### EXERCISE DETAILS
Find the lines below that contain "sans" and tally them. Return only the total.
------------------------------------------------------------------------
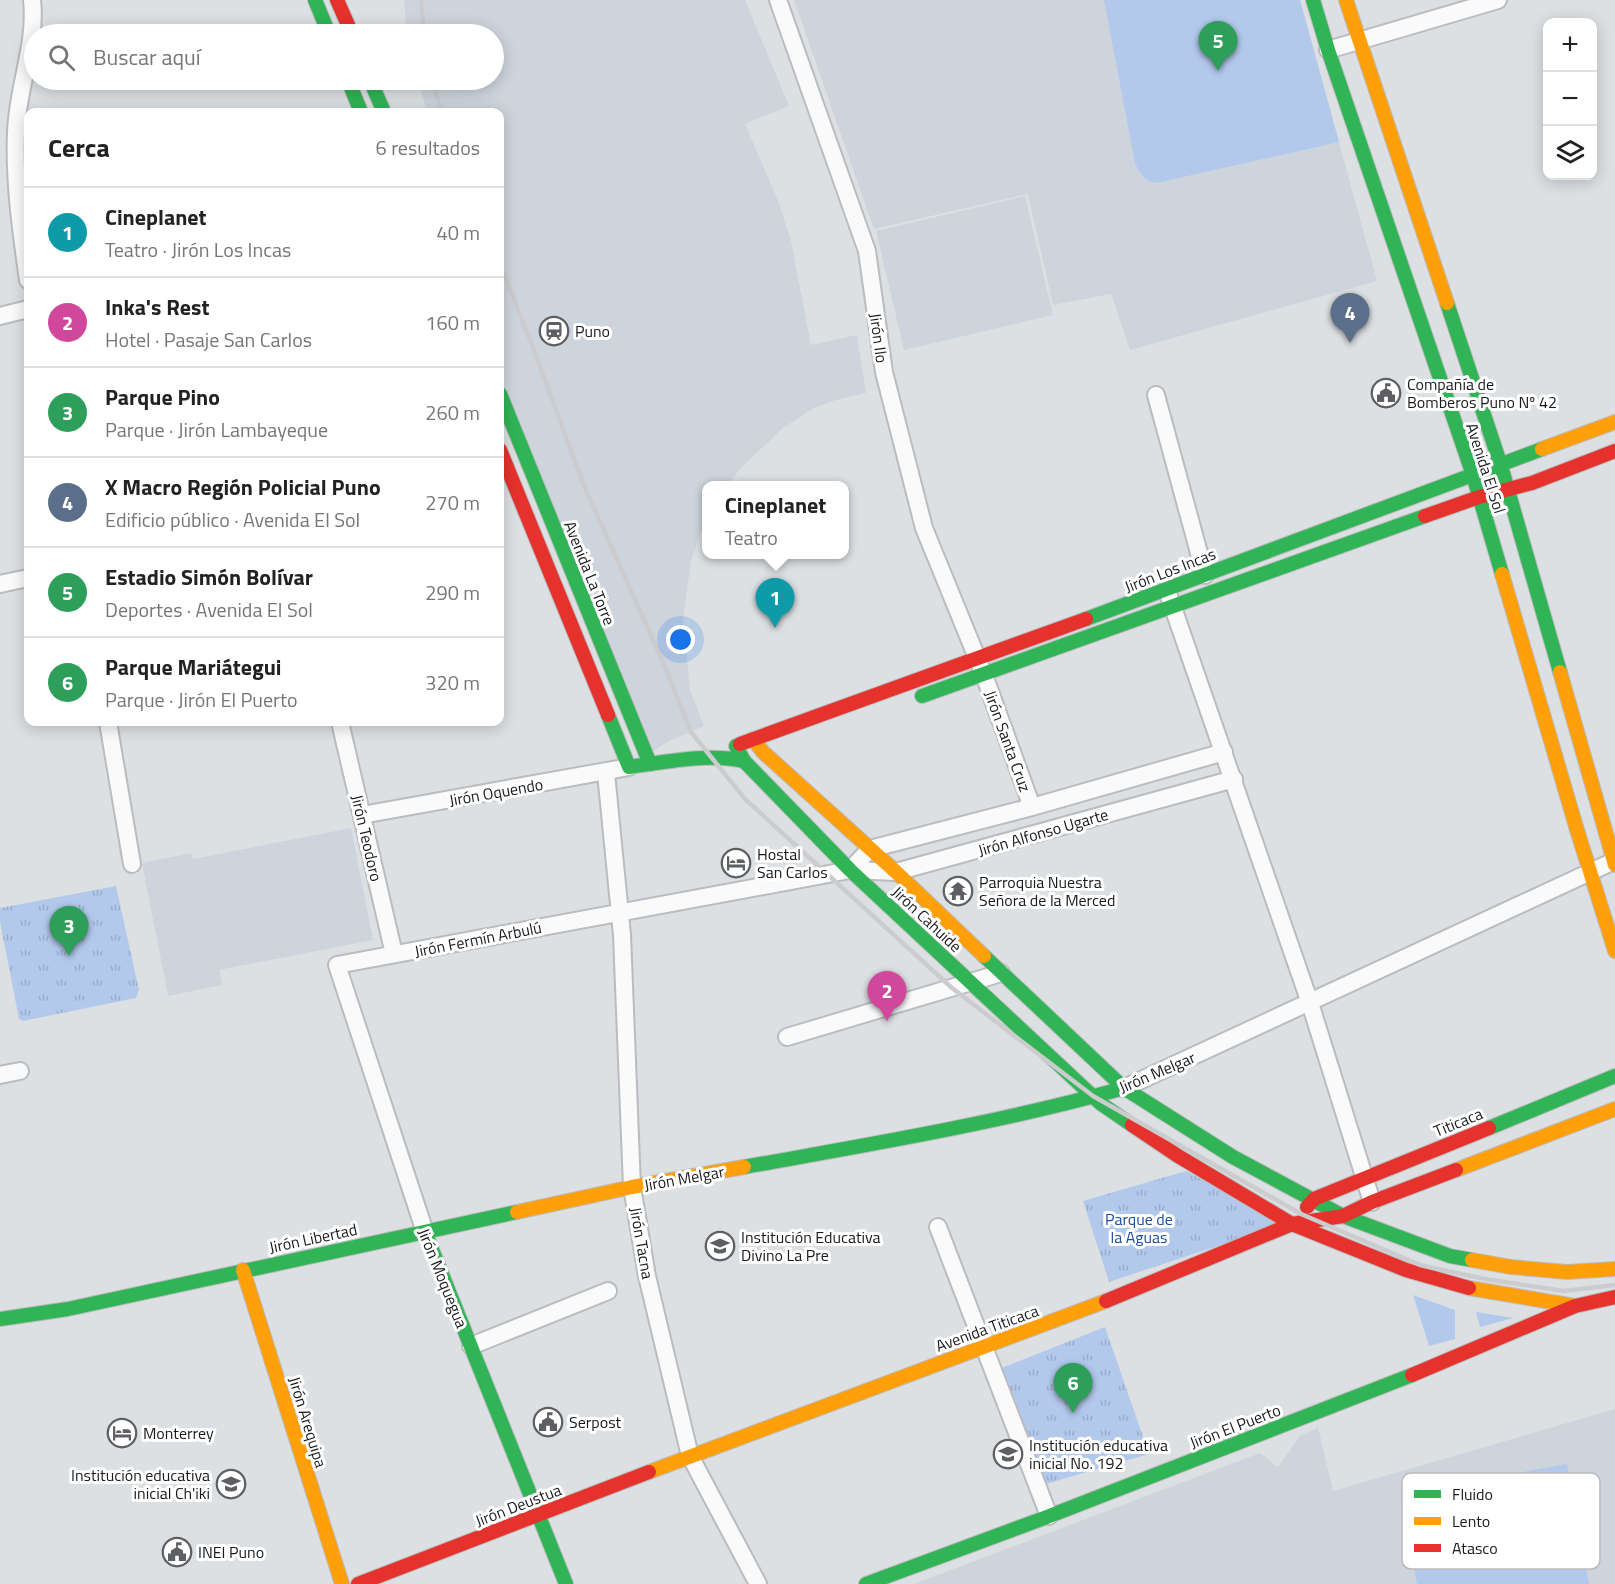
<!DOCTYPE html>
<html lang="es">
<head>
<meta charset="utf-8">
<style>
  :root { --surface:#fff; --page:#f6f6f6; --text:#222; --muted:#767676; --line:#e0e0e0; --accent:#5d5f62 }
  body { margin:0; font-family:"Titillium Web",sans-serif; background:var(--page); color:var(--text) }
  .controls { position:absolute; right:18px; top:18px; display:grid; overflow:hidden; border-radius:12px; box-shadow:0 3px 15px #0003 }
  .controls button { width:54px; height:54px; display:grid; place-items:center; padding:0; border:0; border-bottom:2px solid var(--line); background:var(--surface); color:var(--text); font:30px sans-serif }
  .you { position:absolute; left:681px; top:640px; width:21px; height:21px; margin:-15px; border:4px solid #fff; border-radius:50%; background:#1a73e8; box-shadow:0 0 0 9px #1a73e833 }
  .badge { display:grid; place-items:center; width:39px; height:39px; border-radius:50%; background:var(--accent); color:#fff; font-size:20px; font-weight:700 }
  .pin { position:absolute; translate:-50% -50px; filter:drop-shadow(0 2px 3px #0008) }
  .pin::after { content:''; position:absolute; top:32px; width:21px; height:18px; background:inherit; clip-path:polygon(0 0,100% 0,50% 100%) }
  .popup { position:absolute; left:702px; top:481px; width:147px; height:78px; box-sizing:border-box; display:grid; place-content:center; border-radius:12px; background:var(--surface); filter:drop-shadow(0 2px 4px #0005); font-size:20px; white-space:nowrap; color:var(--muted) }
  .popup b { font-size:22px; color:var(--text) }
  .popup::after { content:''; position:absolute; left:50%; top:100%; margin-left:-12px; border:12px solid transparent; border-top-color:var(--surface) }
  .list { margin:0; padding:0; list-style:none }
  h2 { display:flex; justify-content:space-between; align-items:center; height:78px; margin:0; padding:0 24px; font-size:26px }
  h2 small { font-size:20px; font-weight:400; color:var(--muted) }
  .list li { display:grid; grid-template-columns:39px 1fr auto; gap:18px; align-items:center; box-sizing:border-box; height:90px; padding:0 24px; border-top:2px solid var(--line) }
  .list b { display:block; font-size:22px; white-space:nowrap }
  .list p { margin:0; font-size:20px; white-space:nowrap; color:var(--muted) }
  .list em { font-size:20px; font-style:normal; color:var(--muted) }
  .icon { flex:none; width:33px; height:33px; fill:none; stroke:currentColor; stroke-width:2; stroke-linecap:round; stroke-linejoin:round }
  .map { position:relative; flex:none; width:1615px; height:1584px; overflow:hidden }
  .search { position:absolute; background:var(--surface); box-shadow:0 3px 15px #0003; left:24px; top:24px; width:480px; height:66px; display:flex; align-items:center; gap:15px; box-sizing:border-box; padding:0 21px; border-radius:33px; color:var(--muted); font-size:22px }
  .panel { position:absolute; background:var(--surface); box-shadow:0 3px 15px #0003; left:24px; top:108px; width:480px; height:618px; border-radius:12px }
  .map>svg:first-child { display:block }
</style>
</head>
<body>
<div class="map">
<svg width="1615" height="1584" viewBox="0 0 1615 1584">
  <defs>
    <pattern id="park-tufts" width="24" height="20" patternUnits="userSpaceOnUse" patternTransform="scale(1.5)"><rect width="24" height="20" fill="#b3c9ec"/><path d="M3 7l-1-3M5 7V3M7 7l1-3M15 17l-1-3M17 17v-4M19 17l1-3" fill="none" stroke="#99acca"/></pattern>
  </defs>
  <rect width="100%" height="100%" fill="#dde0e3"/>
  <g fill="#cdd4dc">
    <path d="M404,0H745L789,106L745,124L779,203L791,241L811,345L857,335L866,393L836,400L812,409L783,428L740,469L728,485L706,486V517L691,561L683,620L690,690L704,726L669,741L651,753L546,500L500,381V112H427L418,80H494V34H407Z"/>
    <path d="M794,0H1300L1377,281L1130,350L1111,294L1053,305L1028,194L874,229Z"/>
    <path d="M1025,196L1053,315L904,350L876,231Z"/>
    <path d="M351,828L373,940L219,970L222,985L168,996L142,863L191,853L193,859Z"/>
    <path d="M1615,1409V1584H914L1260,1453L1278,1467L1300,1436L1318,1427L1333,1491Z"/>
  </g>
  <g fill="#b3c9ec">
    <path d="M1104,0H1300L1339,142L1156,183C1144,181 1140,174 1135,163Z"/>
    <path d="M1413,1295L1455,1310V1339L1429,1346Z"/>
    <path d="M1476,1312L1514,1318L1480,1327Z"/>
    <path d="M1567,1464L1589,1584H1417L1401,1494Z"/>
  </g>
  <g fill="url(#park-tufts)">
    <path d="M116,886L139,990L136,998L23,1021L19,1019L0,922V908Z"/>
    <path d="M1186,1171L1287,1223L1109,1282L1083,1201Z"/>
    <path d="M1105,1327L1149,1454L1039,1486L994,1371Z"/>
  </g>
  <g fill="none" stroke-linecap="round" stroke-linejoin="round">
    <g stroke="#babcbf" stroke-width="20">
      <g id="street">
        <path d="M778,0L867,251L884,372L924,528L984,675L1032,807"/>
        <path d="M1328,50L1498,0"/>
        <path d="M28,280C21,231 14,181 16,133C17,88 37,45 32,0"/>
        <path d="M0,316L28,309"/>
        <path d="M1156,395L1205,575"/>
        <path d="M0,584L28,578"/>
        <path d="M1169,596L1310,1003L1372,1202"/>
        <path d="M108,722L132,864"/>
        <path d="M340,722L394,954"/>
        <path d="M606,773L622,935L632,1187L647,1276L690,1456L758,1584"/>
        <path d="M362,815L629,767"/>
        <path d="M850,870L870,849L1032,807L1224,752"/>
        <path d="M787,1037L1001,973"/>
        <path d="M0,1075L20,1071"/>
        <path d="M1124,1088L1614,861"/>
        <path d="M938,1227L1049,1516"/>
        <path d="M425,1232L337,965L850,870L896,872L1234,779"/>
        <path d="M471,1346L608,1291"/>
      </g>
    </g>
    <g stroke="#babcbf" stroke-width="16">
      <g id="fast">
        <path d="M315,0L329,34"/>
        <path d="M1313,0L1328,50L1473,475L1502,574"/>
        <path d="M348,80L361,112"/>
        <path d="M370,80L384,112"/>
        <path d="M1447,303L1501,466L1560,672"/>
        <path d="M500,394L650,764"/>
        <path d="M1086,619L1542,449"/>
        <path d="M922,696L1425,516"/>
        <path d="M608,715L629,767C667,762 706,753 744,761"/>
        <path d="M736,746L744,761L850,870L1100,1103L1132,1125"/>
        <path d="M984,956L1124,1088L1233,1157L1343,1216L1450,1256L1472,1260"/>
        <path d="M1489,1128L1615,1076"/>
        <path d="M744,1167C872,1144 999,1123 1124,1088"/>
        <path d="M425,1232L566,1584"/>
        <path d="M0,1319L68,1309L517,1212"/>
        <path d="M866,1584L1039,1520L1412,1375"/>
      </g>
    </g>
    <g stroke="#babcbf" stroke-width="16">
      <g id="slow">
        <path d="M1346,0L1447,303"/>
        <path d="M1542,449L1615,422"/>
        <path d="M1502,574L1577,830L1615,951"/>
        <path d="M1560,672L1615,865"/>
        <path d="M753,739L763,752L896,872L984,956"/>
        <path d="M1456,1170L1615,1109"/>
        <path d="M517,1212L632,1187L744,1167"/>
        <path d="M1472,1260L1511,1267L1567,1272L1615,1269"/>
        <path d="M243,1270L342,1584"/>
        <path d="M1469,1288L1575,1306"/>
        <path d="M649,1472L1106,1301"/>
      </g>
    </g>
    <g stroke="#babcbf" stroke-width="16">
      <g id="jam">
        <path d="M337,0L352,34"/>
        <path d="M500,450L608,715"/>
        <path d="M1425,516L1479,497L1532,483L1615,451"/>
        <path d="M740,744L1086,619"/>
        <path d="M1132,1125L1178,1156L1292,1224L1406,1270L1469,1288"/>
        <path d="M1307,1207L1314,1199L1489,1128"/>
        <path d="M1106,1301L1292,1224L1343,1216L1372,1202L1456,1170"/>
        <path d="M1412,1375L1575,1306L1615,1297"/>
        <path d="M358,1584L649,1472"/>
      </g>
    </g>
    <use href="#street" stroke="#fafafb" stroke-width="16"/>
    <use href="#fast" stroke="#30b455" stroke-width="14"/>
    <use href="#slow" stroke="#ff9f0a" stroke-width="14"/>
    <use href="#jam" stroke="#e5322d" stroke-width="14"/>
    <g stroke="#ccccce" stroke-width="4.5">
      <path d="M421,0L424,34"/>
      <path d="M433,80L441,112"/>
      <path d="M500,264L532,345L584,486L662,660L691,732L745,799L952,988L1093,1096L1301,1214L1420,1265L1485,1279L1564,1291L1615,1285"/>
    </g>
  </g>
  <defs>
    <g id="station-ring" transform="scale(1.5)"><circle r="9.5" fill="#fff" stroke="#5d5f62" stroke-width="1.5"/><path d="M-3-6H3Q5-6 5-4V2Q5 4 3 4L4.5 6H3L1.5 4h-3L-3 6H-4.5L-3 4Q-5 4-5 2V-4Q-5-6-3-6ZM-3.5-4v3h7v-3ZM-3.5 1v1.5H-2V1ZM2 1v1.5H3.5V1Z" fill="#5d5f62"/></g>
    <g id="civic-ring" transform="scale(1.5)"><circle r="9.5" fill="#fff" stroke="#5d5f62" stroke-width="1.5"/><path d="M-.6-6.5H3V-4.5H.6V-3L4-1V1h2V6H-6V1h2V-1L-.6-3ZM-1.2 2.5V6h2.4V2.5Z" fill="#5d5f62"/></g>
    <g id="hotel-ring" transform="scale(1.5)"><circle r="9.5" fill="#fff" stroke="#5d5f62" stroke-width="1.5"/><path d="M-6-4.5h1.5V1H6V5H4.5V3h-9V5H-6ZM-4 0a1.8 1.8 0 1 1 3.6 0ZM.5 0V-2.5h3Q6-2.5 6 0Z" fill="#5d5f62"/></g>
    <g id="temple-ring" transform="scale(1.5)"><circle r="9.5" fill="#fff" stroke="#5d5f62" stroke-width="1.5"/><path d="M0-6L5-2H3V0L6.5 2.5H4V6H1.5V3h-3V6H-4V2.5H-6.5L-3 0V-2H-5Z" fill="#5d5f62"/></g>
    <g id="school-ring" transform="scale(1.5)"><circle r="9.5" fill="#fff" stroke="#5d5f62" stroke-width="1.5"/><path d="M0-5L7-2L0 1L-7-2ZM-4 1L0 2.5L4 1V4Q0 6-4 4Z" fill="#5d5f62"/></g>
  </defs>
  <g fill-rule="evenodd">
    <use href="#station-ring" x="554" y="331"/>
    <use href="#civic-ring" x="1386" y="393"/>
    <use href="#hotel-ring" x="736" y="863"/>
    <use href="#temple-ring" x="958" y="891"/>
    <use href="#school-ring" x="720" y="1246"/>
    <use href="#civic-ring" x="548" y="1422"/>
    <use href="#hotel-ring" x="122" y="1433"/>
    <use href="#school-ring" x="1008" y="1454"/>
    <use href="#school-ring" x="231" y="1484"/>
    <use href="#civic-ring" x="177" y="1552"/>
  </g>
  <g text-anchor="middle" stroke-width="6" stroke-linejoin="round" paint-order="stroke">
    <g font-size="16" fill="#181a1c" stroke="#fff" text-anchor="start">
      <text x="575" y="337">Puno</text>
      <text x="1407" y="390">Compañía de<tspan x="1407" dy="18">Bomberos Puno Nº 42</tspan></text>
      <text x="757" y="860">Hostal<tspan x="757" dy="18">San Carlos</tspan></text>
      <text x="979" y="888">Parroquia Nuestra<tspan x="979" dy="18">Señora de la Merced</tspan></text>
      <text x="741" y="1243">Institución Educativa<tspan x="741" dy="18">Divino La Pre</tspan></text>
      <text x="569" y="1428">Serpost</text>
      <text x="143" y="1439">Monterrey</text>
      <text x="1029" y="1451">Institución educativa<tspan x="1029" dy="18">inicial No. 192</tspan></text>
      <text x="210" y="1481" text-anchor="end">Institución educativa<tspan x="210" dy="18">inicial Ch'iki</tspan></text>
      <text x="198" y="1558">INEI Puno</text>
    </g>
    <g font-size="16" fill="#181a1c" stroke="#fff">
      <text transform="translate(879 338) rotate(82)" y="6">Jirón Ilo</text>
      <text transform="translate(1486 468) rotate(72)" y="6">Avenida El Sol</text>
      <text transform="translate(1170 570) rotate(-21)" y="6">Jirón Los Incas</text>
      <text transform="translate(590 573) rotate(68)" y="6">Avenida La Torre</text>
      <text transform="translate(1008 741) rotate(70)" y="6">Jirón Santa Cruz</text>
      <text transform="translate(496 792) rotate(-10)" y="6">Jirón Oquendo</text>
      <text transform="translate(1043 832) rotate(-16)" y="6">Jirón Alfonso Ugarte</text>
      <text transform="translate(367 838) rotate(77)" y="6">Jirón Teodoro</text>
      <text transform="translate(927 919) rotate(43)" y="6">Jirón Cahuide</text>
      <text transform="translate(478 939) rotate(-11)" y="6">Jirón Fermín Arbulú</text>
      <text transform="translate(1157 1072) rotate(-23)" y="6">Jirón Melgar</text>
      <text transform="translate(1458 1122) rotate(-22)" y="6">Titicaca</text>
      <text transform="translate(684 1178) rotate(-10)" y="6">Jirón Melgar</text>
      <text transform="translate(313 1238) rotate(-12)" y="6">Jirón Libertad</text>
      <text transform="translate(642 1243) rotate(80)" y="6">Jirón Tacna</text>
      <text transform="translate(443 1278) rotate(68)" y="6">Jirón Moquegua</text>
      <text transform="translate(987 1328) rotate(-20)" y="6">Avenida Titicaca</text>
      <text transform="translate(308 1422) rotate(73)" y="6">Jirón Arequipa</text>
      <text transform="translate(1235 1426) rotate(-21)" y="6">Jirón El Puerto</text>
      <text transform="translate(518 1505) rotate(-21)" y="6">Jirón Deustua</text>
    </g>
    <g font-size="16" fill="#204e9e" stroke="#fff">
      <text x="1139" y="1225">Parque de<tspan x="1139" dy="18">la Aguas</tspan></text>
    </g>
  </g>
  <rect x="1402" y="1473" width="198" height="96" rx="9" fill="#fff" stroke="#bababb" stroke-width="1.5"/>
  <rect x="1414" y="1490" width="27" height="8" fill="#30b455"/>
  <rect x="1414" y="1517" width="27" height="8" fill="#ff9f0a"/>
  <rect x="1414" y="1544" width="27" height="8" fill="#e5322d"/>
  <g font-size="16" fill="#181a1c">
    <text x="1452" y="1500">Fluido</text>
    <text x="1452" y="1527">Lento</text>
    <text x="1452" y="1554">Atasco</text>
  </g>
</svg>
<div class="controls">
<button>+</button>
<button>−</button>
<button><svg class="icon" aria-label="layers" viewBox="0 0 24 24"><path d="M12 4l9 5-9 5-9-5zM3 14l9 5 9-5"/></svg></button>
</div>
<div class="you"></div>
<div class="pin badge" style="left:775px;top:628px;background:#0f9aa8">1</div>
<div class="popup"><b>Cineplanet</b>Teatro</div>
<div class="pin badge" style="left:887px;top:1021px;background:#d1479c">2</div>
<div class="pin badge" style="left:69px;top:956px;background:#2e9e5b">3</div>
<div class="pin badge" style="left:1350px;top:343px;background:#5c6f8a">4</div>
<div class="pin badge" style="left:1218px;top:71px;background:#2e9e5b">5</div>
<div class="pin badge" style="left:1073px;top:1413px;background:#2e9e5b">6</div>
<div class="search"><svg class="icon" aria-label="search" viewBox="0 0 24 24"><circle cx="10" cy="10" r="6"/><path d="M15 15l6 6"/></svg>Buscar aquí</div>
<section class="panel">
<h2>Cerca<small>6 resultados</small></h2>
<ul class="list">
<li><span class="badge" style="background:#0f9aa8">1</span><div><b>Cineplanet</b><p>Teatro · Jirón Los Incas</p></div><em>40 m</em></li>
<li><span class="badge" style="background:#d1479c">2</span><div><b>Inka's Rest</b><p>Hotel · Pasaje San Carlos</p></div><em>160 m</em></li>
<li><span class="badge" style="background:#2e9e5b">3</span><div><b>Parque Pino</b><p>Parque · Jirón Lambayeque</p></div><em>260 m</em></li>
<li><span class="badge" style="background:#5c6f8a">4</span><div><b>X Macro Región Policial Puno</b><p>Edificio público · Avenida El Sol</p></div><em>270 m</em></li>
<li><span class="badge" style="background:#2e9e5b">5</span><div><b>Estadio Simón Bolívar</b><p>Deportes · Avenida El Sol</p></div><em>290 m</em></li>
<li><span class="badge" style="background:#2e9e5b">6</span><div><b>Parque Mariátegui</b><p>Parque · Jirón El Puerto</p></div><em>320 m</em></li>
</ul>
</section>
</div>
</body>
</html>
------------------------------------------------------------------------
### ANSWER TO THIS TASK
2